TASK.
When the word "align" shows up in a line of the data below, copy that whole line.
::: PROVIDED DATA :::
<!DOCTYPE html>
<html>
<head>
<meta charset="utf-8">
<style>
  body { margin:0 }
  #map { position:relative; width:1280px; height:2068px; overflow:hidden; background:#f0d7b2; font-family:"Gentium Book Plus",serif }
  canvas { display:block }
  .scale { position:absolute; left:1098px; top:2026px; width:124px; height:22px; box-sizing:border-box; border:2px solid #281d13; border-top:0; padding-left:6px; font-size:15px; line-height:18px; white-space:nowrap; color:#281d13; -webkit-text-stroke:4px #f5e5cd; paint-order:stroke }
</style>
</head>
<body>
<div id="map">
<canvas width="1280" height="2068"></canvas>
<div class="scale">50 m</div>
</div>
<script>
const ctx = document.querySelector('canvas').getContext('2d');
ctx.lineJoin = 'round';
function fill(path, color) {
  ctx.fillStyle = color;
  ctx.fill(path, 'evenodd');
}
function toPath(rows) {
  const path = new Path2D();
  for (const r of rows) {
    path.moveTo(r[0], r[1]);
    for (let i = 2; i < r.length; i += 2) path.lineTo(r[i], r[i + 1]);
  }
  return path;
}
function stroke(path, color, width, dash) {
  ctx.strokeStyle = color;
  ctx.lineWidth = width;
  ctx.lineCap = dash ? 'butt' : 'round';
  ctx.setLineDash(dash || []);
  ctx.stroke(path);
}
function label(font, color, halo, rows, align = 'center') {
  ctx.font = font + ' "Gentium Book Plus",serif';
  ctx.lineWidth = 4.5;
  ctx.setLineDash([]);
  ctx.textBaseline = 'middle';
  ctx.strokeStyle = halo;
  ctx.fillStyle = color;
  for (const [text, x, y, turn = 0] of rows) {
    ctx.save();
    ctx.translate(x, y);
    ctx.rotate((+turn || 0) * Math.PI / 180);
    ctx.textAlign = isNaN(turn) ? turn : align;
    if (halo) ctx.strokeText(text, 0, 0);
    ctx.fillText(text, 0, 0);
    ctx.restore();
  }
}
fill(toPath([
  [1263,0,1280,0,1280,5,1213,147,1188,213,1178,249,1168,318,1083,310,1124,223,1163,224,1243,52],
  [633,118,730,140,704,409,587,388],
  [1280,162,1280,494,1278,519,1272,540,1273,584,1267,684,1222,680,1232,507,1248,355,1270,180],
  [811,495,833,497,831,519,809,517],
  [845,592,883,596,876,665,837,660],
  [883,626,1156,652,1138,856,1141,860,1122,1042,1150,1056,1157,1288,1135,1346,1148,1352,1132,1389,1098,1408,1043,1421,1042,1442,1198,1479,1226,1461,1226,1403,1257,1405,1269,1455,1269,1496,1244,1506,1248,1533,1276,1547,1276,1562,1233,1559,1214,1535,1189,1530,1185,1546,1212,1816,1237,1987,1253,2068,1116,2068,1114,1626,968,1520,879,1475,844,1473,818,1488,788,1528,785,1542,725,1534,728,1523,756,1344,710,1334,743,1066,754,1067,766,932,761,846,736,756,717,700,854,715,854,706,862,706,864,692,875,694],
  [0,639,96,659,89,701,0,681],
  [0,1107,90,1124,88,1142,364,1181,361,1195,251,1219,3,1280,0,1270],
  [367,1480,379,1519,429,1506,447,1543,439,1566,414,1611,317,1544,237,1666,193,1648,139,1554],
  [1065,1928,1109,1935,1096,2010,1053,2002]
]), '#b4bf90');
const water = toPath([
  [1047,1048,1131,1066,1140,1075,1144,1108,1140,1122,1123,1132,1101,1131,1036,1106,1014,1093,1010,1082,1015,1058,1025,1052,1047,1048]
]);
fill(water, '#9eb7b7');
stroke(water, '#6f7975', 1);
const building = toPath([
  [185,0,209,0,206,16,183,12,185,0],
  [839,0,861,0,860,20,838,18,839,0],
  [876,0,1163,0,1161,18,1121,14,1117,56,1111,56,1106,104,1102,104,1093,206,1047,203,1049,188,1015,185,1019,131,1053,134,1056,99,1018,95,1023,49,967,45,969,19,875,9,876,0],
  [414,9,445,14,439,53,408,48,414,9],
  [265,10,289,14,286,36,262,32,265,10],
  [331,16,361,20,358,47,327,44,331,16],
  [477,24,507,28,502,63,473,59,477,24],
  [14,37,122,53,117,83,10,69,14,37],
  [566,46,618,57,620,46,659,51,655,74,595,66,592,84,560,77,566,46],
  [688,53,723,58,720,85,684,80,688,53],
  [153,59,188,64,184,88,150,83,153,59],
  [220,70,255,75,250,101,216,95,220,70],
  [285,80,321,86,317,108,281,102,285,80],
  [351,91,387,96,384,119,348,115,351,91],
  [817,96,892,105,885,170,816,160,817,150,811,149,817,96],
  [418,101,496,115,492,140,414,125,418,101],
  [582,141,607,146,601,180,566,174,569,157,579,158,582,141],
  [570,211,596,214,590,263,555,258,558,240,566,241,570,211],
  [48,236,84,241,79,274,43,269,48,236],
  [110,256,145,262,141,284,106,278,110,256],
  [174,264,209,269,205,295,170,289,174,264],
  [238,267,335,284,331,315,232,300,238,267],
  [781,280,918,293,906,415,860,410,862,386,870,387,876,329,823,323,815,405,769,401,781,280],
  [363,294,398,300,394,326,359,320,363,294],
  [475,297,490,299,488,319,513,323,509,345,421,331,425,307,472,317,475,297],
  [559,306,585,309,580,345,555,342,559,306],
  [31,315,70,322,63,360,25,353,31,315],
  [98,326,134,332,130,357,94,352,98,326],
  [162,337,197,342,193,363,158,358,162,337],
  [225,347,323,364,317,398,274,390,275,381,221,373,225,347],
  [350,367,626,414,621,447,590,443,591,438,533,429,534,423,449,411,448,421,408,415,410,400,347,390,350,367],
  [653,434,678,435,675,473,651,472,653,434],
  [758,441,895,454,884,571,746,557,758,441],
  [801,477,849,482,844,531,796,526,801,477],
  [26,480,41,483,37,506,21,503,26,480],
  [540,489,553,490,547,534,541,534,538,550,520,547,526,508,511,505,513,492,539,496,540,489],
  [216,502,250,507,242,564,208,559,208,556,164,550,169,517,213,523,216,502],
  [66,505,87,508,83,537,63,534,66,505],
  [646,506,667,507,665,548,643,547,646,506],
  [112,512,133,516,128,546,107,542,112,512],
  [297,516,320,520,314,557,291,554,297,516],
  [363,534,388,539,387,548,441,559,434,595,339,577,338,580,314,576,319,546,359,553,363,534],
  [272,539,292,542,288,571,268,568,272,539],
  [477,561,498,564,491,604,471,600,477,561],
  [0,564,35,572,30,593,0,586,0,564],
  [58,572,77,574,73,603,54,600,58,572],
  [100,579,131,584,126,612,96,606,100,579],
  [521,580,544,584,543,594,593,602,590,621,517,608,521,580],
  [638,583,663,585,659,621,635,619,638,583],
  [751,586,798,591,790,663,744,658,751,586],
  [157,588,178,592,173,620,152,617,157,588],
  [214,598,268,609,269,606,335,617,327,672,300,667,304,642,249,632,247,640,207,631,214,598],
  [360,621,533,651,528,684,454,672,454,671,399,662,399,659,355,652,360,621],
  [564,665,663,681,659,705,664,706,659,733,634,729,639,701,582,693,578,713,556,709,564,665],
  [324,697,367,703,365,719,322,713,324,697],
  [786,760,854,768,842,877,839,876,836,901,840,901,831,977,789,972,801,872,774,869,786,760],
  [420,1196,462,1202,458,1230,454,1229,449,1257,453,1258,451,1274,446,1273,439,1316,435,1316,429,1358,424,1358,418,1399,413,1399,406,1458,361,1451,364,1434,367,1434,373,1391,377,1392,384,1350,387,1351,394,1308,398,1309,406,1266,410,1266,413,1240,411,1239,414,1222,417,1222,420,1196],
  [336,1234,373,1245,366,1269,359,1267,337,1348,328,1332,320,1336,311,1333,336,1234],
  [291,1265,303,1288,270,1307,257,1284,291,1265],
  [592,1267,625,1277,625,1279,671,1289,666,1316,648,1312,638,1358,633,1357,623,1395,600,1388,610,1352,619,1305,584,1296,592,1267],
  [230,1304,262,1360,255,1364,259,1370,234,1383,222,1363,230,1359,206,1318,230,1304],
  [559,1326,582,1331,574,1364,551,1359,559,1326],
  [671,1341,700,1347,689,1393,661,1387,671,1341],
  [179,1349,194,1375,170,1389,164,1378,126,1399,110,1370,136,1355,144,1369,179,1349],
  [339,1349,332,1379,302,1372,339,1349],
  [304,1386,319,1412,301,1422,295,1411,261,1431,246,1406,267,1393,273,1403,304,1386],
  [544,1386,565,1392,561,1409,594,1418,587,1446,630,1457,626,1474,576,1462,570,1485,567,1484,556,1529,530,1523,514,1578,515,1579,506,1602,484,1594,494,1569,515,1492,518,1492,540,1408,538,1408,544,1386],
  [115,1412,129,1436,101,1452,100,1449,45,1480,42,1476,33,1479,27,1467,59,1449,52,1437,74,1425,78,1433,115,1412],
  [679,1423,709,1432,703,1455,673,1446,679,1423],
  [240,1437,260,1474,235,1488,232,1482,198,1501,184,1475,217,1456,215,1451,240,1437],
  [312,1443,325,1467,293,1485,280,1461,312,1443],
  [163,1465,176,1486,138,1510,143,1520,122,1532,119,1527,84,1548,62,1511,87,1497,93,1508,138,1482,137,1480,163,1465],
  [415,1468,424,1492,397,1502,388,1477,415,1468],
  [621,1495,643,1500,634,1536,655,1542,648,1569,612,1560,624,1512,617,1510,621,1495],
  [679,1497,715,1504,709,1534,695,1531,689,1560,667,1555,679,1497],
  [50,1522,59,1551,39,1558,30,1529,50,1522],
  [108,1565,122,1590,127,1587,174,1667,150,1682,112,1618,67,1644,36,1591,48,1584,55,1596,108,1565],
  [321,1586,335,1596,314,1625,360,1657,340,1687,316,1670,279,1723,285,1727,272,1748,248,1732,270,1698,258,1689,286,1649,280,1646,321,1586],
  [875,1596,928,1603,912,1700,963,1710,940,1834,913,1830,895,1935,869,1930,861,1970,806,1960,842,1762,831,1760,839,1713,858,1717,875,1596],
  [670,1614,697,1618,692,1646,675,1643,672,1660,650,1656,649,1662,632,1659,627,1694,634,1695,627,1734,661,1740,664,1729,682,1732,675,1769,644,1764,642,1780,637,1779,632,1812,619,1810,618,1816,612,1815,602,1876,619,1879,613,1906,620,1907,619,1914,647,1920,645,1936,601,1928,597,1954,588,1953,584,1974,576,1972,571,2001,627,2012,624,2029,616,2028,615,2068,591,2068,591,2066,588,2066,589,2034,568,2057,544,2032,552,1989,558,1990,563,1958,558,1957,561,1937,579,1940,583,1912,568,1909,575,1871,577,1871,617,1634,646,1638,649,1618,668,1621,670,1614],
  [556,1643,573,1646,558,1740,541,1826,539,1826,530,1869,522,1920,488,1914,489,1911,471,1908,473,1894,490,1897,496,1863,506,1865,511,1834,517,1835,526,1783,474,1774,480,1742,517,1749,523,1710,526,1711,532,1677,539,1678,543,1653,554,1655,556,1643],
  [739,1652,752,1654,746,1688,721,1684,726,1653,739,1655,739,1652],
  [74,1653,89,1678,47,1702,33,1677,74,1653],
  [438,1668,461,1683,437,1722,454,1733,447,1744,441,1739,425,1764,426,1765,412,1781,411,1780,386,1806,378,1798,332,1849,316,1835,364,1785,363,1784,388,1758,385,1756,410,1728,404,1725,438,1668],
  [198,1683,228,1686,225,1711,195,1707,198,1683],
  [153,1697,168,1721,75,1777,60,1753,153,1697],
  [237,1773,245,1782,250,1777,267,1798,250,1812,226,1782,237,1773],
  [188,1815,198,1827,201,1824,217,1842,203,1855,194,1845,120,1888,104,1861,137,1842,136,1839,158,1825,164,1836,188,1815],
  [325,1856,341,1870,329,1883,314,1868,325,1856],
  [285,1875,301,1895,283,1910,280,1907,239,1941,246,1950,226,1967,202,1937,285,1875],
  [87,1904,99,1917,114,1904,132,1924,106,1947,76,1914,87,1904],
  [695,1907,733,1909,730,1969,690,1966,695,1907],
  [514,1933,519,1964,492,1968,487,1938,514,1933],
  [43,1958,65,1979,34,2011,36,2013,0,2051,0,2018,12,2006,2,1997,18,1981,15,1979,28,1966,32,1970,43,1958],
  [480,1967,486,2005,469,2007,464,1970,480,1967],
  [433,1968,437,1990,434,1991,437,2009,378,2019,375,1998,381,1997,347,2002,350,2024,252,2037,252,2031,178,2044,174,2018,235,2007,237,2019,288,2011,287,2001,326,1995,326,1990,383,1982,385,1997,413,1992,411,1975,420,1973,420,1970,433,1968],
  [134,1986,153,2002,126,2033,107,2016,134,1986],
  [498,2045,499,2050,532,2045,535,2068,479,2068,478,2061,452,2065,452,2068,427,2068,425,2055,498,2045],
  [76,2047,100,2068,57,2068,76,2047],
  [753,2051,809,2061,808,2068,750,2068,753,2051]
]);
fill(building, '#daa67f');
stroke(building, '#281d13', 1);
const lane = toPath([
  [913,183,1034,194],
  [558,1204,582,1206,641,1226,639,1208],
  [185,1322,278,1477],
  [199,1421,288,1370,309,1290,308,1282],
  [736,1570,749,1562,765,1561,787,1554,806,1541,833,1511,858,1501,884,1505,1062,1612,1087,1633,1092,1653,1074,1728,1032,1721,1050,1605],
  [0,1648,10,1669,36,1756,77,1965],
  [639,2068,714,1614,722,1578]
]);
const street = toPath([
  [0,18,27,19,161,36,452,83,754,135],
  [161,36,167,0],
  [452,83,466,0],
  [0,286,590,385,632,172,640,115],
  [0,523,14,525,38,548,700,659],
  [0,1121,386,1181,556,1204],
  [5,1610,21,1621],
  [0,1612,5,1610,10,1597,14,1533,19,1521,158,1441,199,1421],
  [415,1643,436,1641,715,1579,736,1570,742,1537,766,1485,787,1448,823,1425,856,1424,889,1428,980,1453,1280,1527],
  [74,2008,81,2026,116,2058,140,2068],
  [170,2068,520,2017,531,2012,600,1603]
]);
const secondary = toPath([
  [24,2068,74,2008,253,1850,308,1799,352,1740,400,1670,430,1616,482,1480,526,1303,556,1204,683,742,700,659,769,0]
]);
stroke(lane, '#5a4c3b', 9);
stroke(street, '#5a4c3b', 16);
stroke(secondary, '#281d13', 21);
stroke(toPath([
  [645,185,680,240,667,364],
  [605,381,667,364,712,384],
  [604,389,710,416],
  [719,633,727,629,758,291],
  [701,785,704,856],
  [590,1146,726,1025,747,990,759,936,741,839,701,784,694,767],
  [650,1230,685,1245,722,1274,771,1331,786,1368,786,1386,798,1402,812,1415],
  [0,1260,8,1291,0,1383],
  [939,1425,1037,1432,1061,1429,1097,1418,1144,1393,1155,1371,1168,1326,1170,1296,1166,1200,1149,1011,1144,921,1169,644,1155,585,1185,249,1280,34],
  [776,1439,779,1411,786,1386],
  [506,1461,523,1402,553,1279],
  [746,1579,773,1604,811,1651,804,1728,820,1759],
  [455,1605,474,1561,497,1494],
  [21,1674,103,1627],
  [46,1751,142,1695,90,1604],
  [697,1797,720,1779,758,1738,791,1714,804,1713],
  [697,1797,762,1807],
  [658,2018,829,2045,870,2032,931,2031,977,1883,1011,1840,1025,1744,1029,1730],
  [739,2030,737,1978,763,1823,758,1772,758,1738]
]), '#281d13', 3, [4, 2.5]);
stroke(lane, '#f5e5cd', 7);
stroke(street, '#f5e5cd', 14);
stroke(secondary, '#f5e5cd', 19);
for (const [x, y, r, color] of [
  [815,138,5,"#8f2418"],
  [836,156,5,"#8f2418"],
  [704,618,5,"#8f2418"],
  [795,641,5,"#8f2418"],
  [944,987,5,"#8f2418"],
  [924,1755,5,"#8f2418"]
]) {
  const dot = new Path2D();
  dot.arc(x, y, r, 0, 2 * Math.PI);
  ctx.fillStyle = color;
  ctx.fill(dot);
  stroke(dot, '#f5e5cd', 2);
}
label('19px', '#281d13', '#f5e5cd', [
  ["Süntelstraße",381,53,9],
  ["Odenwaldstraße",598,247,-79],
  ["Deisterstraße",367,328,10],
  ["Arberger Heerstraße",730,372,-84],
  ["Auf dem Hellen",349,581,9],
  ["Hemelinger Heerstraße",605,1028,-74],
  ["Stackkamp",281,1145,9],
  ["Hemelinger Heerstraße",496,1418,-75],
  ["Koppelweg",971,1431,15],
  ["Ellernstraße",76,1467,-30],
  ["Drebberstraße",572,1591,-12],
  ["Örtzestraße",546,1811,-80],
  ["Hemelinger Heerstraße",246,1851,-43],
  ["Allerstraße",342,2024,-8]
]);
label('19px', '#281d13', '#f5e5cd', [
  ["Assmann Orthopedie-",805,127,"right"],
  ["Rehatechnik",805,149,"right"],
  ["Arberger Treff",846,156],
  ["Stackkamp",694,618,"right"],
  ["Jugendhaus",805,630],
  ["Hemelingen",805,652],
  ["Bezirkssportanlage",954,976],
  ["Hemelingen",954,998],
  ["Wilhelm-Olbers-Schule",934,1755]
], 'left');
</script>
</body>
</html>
:::
FINAL ANSWER.
function label(font, color, halo, rows, align = 'center') {
    ctx.textAlign = isNaN(turn) ? turn : align;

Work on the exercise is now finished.